Behavioral design for reducing alcohol consumption in aging: A mobile messaging randomized controlled trial. 2025

Michael Sobolev, and Patrycja Sleboda, and Beatriz Torre, and Fred Muench, and Alexis Kuerbis
Behavioral Design Unit, Cedars-Sinai Medical Center, United States of America; Schaeffer Center for Health Policy and Economics, University of Southern California, United States of America. Electronic address: michael.sobolev@usc.edu.

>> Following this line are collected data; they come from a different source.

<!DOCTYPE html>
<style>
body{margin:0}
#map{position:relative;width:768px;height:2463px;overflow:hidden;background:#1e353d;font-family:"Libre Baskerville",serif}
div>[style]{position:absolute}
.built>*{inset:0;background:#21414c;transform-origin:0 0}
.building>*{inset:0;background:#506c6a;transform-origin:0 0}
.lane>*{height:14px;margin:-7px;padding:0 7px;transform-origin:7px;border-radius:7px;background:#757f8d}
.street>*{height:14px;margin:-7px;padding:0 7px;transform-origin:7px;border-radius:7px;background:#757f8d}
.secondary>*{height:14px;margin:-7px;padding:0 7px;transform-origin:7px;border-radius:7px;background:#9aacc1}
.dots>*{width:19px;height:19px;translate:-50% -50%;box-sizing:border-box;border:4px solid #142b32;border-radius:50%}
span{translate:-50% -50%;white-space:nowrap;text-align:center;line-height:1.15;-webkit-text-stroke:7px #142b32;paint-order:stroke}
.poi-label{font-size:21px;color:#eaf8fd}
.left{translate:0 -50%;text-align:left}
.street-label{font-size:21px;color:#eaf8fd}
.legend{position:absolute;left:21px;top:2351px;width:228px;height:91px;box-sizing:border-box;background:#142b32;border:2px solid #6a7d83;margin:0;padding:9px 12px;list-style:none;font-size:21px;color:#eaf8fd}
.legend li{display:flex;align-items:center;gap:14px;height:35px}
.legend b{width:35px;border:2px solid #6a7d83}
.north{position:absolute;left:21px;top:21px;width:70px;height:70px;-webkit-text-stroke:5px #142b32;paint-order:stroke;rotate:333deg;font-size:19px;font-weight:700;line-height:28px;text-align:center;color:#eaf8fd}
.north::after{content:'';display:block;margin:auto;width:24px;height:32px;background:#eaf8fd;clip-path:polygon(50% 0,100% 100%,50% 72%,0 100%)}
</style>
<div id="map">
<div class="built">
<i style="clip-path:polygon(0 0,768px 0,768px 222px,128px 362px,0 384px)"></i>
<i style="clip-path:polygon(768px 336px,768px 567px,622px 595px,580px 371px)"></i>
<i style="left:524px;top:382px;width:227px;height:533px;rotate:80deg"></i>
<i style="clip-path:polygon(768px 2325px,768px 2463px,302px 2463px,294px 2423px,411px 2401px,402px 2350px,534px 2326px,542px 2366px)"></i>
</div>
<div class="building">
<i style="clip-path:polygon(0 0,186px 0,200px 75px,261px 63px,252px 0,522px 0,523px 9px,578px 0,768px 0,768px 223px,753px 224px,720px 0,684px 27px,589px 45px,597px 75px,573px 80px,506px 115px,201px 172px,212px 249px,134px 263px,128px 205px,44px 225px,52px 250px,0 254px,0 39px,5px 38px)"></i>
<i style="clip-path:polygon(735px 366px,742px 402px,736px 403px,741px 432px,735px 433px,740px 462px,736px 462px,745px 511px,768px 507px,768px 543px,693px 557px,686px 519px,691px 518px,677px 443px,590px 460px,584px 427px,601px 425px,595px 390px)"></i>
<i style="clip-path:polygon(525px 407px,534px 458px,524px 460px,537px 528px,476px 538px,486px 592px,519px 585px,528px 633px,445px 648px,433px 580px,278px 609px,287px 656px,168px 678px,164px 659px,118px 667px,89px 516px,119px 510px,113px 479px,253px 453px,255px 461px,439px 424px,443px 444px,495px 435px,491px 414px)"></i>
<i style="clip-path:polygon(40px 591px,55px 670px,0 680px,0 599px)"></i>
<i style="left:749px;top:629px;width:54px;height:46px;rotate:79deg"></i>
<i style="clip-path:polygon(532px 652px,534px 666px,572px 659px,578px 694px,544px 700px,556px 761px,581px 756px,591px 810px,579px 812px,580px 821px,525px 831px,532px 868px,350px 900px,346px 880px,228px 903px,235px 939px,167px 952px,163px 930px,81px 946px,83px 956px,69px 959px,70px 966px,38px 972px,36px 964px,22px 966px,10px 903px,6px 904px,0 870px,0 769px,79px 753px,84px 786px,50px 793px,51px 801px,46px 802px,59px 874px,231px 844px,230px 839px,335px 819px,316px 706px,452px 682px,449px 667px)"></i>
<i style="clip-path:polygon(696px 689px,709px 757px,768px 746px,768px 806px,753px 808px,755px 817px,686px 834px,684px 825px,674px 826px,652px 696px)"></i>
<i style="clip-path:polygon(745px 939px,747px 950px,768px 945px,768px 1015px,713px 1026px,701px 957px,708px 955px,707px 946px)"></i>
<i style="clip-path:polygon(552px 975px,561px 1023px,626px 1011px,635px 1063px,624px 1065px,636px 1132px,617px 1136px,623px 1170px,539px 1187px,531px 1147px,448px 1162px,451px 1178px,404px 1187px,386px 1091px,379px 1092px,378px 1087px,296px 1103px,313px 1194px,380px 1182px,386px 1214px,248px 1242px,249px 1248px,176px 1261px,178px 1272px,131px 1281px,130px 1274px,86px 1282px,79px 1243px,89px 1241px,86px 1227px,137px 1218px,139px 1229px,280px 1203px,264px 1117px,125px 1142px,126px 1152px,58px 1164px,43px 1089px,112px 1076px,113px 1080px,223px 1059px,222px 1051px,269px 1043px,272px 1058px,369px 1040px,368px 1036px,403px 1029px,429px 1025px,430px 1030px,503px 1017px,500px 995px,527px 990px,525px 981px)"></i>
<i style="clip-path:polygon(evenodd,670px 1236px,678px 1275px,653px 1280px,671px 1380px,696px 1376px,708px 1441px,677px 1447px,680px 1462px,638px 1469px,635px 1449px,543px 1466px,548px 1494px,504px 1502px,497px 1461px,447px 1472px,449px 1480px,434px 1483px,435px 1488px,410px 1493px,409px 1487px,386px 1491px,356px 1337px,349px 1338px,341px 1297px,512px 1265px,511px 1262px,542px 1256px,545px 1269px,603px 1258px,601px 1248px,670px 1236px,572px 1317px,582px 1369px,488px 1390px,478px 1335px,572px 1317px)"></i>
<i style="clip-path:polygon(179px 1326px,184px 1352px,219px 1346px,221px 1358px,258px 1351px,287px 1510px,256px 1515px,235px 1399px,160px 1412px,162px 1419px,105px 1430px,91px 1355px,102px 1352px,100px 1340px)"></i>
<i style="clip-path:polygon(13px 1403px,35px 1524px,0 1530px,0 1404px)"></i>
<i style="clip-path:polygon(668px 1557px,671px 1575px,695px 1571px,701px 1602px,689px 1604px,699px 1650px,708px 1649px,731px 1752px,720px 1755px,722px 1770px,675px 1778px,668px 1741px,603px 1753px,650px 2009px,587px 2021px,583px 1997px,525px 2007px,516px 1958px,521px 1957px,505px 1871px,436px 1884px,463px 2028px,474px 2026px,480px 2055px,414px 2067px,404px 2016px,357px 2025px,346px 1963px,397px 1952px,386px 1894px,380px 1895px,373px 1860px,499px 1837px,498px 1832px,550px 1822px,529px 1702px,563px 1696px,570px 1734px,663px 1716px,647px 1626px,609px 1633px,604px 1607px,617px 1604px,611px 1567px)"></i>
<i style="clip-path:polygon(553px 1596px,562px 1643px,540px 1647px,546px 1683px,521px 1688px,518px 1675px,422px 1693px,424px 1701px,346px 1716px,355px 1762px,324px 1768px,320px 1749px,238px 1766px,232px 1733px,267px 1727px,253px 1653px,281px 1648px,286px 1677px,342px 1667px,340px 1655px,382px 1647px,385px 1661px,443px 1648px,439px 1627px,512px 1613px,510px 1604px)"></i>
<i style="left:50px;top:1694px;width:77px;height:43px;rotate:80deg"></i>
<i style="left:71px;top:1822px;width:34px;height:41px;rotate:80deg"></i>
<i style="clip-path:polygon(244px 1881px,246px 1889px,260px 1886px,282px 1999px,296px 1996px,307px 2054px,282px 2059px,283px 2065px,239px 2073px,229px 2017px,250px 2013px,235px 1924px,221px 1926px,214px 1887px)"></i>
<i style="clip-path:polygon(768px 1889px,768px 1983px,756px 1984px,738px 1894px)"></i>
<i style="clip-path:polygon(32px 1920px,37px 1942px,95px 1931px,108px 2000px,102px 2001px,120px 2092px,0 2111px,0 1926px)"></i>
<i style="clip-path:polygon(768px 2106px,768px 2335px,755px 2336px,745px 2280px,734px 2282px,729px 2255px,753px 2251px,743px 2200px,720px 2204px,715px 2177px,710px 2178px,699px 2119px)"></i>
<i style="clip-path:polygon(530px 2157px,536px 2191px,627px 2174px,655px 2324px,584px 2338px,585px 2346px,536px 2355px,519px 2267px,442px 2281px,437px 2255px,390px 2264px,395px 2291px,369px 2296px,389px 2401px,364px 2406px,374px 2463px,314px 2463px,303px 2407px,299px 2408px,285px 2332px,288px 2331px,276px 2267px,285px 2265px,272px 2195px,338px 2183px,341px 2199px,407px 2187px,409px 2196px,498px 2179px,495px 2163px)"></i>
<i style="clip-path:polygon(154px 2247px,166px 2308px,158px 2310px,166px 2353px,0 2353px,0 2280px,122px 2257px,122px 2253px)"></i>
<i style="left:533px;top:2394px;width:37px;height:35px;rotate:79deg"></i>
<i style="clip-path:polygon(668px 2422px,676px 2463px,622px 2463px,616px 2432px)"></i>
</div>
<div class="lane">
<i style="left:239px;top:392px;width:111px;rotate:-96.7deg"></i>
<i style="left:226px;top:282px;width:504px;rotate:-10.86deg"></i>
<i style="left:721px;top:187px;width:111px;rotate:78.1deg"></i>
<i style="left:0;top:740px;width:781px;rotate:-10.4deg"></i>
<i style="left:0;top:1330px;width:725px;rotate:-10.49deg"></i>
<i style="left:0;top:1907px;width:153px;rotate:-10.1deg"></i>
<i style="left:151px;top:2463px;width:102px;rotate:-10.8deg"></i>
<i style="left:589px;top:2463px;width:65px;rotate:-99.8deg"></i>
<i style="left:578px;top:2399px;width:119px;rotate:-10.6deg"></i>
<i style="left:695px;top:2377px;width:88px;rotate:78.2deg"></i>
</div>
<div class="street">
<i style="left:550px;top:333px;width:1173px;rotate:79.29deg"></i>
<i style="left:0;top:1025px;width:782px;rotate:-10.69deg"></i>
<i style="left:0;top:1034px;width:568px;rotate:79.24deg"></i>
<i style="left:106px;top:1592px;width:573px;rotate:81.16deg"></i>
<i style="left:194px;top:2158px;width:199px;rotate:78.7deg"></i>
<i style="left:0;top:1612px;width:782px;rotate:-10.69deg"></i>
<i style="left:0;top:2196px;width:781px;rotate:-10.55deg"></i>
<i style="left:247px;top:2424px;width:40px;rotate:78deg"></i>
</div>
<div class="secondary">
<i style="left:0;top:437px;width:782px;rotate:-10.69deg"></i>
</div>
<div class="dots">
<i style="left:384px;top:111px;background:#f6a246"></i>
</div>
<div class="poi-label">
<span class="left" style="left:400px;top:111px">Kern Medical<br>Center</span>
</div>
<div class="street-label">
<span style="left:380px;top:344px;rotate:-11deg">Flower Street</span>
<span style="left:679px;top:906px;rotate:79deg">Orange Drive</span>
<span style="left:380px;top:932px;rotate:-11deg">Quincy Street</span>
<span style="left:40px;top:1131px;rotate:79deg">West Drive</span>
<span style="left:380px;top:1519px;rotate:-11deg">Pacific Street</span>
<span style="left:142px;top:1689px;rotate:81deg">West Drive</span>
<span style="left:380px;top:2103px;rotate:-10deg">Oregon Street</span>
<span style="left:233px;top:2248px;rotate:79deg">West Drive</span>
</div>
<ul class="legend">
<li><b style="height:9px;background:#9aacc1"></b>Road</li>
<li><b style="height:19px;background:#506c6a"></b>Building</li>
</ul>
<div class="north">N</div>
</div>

BACKGROUND There is a need for efficient and effective assessment, prevention, and intervention for alcohol use among older adults (ages ≥50) to reduce health risks and encourage healthy aging. However, most digital interventions for addiction are targeted to and evaluated among adults younger than 50. Given the growing digital literacy of older adults with mobile technologies, mobile messaging offers a promising, low-burden channel to deliver accessible behavioral interventions. METHODS We designed a mobile text messaging program tailored to older adults that include daily self-tracking and messages to encourage moderated drinking. We then conducted an exploratory, fully remote, single-blind randomized controlled study (NCT06126107) comparing three behaviorally designed messaging programs over a period of 8 weeks: gain-framed, loss-framed, and hybrid which alternated gain and loss messaging daily. Participants (N = 105, female = 44 %) were between the ages of 51 and 78 and were recruited through a variety of channels to capture a diverse sample of older adults. We evaluated the feasibility and preliminary effectiveness of these programs to optimize intervention design for future research trials and implementation in clinical practice. RESULTS The mobile messaging programs were effective in reducing the number of heavy drinking days and in decreasing alcohol-related consequences and geriatric depression. Secondary measures, including intent-to-continue the program beyond the treatment period, favored the gain-frame program over the other two programs. Specifically, gain-framed messaging helped participants see both more benefits of drinking at safe level and the consequences of excessive drinking more than the two other programs, even despite the focus of the loss-framed programs on consequences alone. Engagement with the program was high, with more than 70 % of daily self-tracking prompts completed during the 8 weeks intervention period. CONCLUSIONS The current trial shows promise for using mobile messaging to assist in moderating alcohol consumption in aging, with the gain-frame program as the most preferred by participants. Additional behavioral mechanisms should be optimized beyond the dimension of gain and loss framing to increase the effectiveness of mobile messaging and tailoring for older adults.